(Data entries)
-=-=-

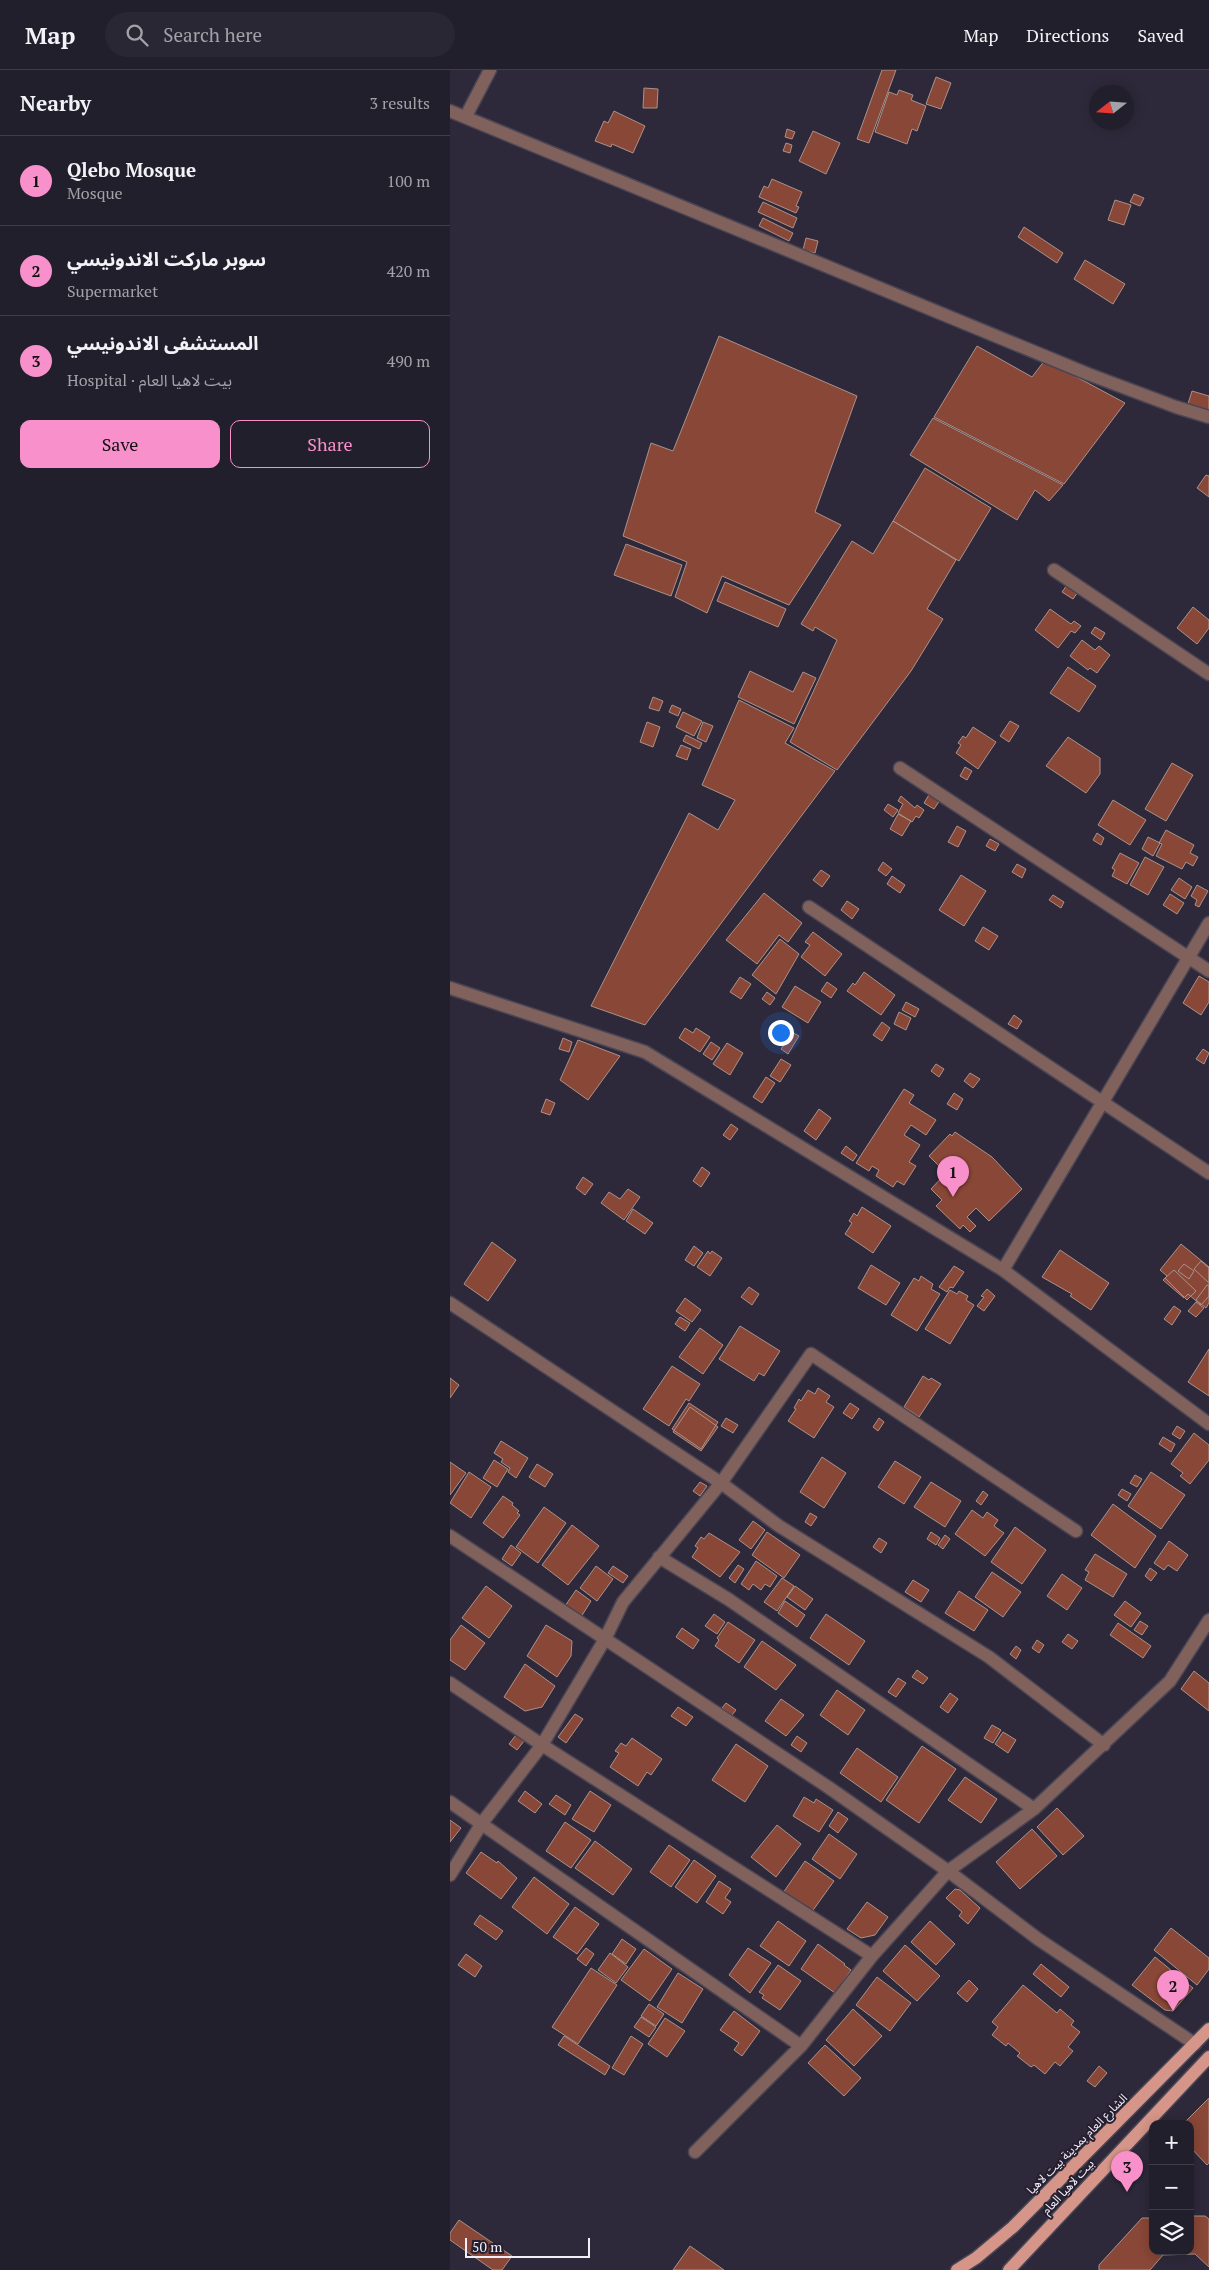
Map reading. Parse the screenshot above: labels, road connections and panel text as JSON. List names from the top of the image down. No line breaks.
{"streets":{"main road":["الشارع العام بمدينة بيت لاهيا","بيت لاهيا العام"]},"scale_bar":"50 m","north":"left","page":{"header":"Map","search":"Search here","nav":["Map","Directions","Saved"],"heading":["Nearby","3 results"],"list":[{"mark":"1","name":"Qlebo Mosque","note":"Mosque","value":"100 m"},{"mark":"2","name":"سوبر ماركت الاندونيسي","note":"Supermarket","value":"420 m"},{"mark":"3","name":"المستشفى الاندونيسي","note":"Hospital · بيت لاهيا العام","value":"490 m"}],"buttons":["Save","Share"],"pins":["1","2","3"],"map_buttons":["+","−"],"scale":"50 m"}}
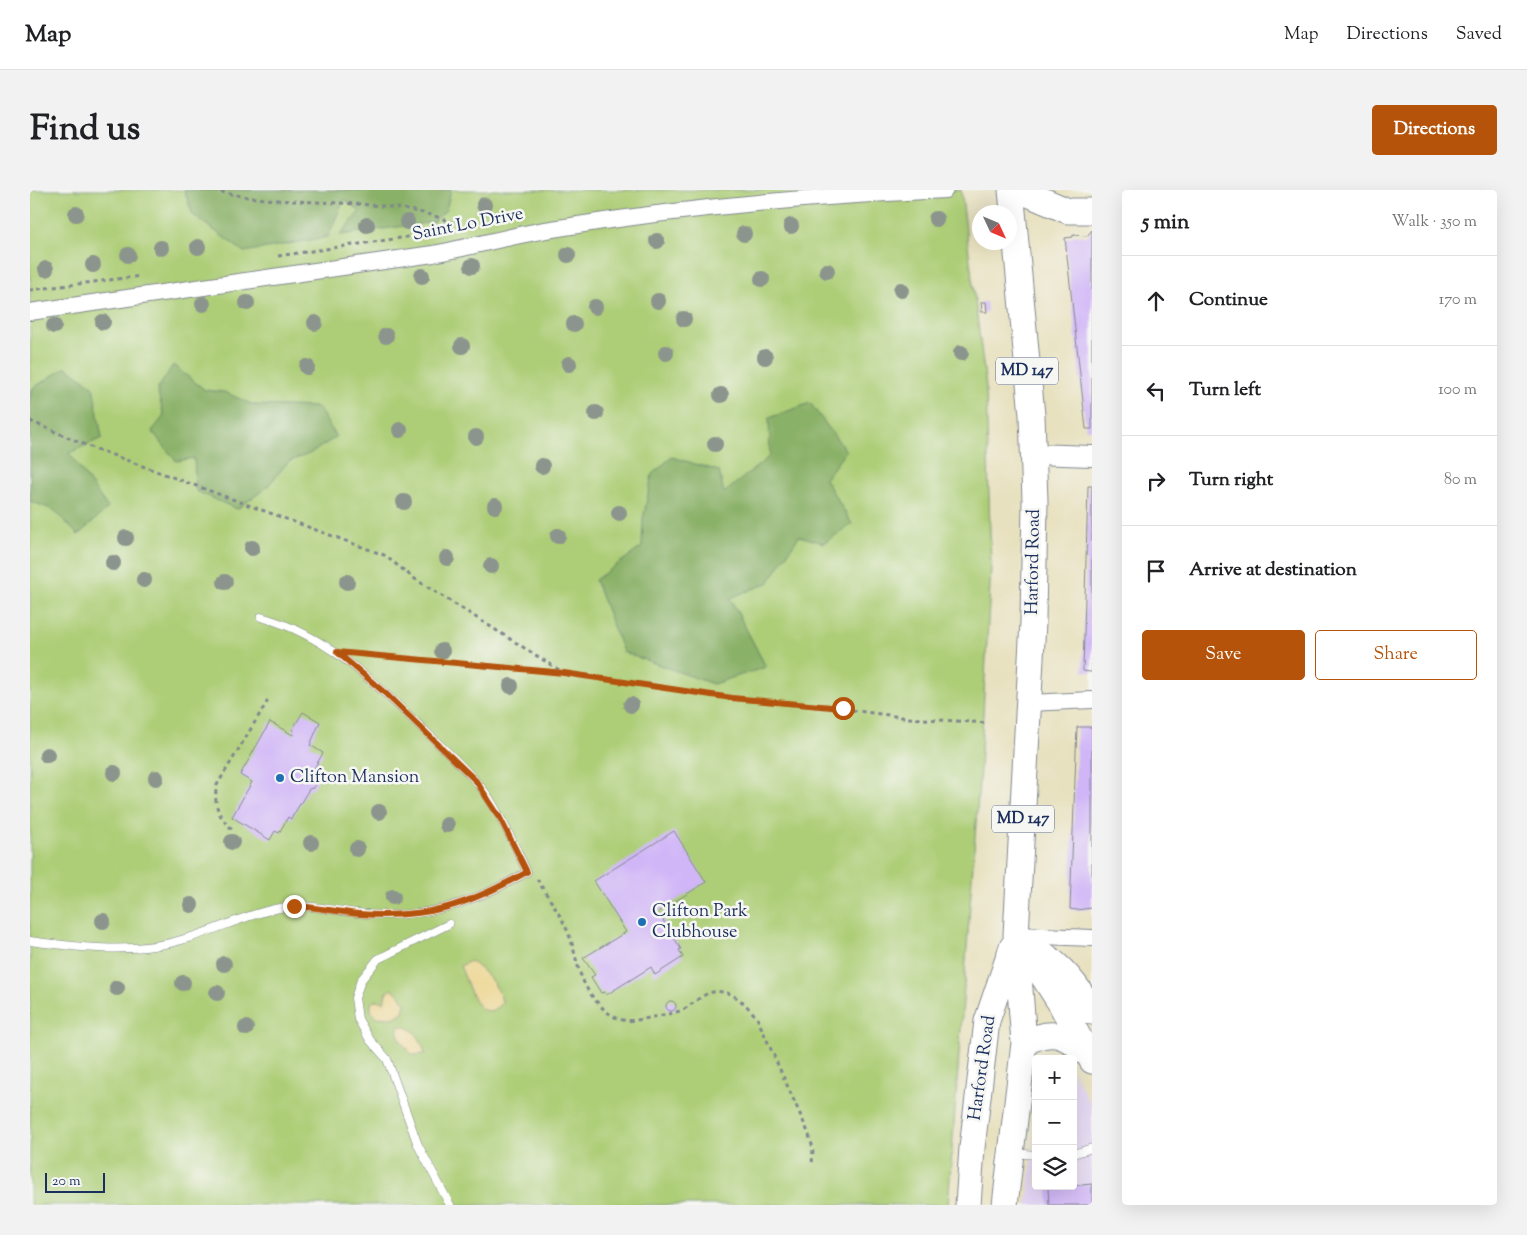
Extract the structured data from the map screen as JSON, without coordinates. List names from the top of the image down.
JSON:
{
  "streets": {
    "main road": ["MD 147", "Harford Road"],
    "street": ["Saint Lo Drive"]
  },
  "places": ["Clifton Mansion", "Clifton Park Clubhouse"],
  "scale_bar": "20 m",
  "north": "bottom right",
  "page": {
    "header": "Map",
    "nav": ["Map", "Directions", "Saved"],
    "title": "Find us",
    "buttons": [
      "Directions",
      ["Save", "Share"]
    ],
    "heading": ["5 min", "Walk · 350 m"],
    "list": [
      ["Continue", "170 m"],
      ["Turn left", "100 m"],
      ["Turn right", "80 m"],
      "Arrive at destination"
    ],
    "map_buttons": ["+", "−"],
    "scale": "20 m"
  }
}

-=-=-

◆ **Your instructions**
Please print exactly the lines from the one containing "Extract the structured" through the last line of the records, both included, and nothing else.

◆ **Reply to the exercise**
Extract the structured data from the map screen as JSON, without coordinates. List names from the top of the image down.
JSON:
{
  "streets": {
    "main road": ["MD 147", "Harford Road"],
    "street": ["Saint Lo Drive"]
  },
  "places": ["Clifton Mansion", "Clifton Park Clubhouse"],
  "scale_bar": "20 m",
  "north": "bottom right",
  "page": {
    "header": "Map",
    "nav": ["Map", "Directions", "Saved"],
    "title": "Find us",
    "buttons": [
      "Directions",
      ["Save", "Share"]
    ],
    "heading": ["5 min", "Walk · 350 m"],
    "list": [
      ["Continue", "170 m"],
      ["Turn left", "100 m"],
      ["Turn right", "80 m"],
      "Arrive at destination"
    ],
    "map_buttons": ["+", "−"],
    "scale": "20 m"
  }
}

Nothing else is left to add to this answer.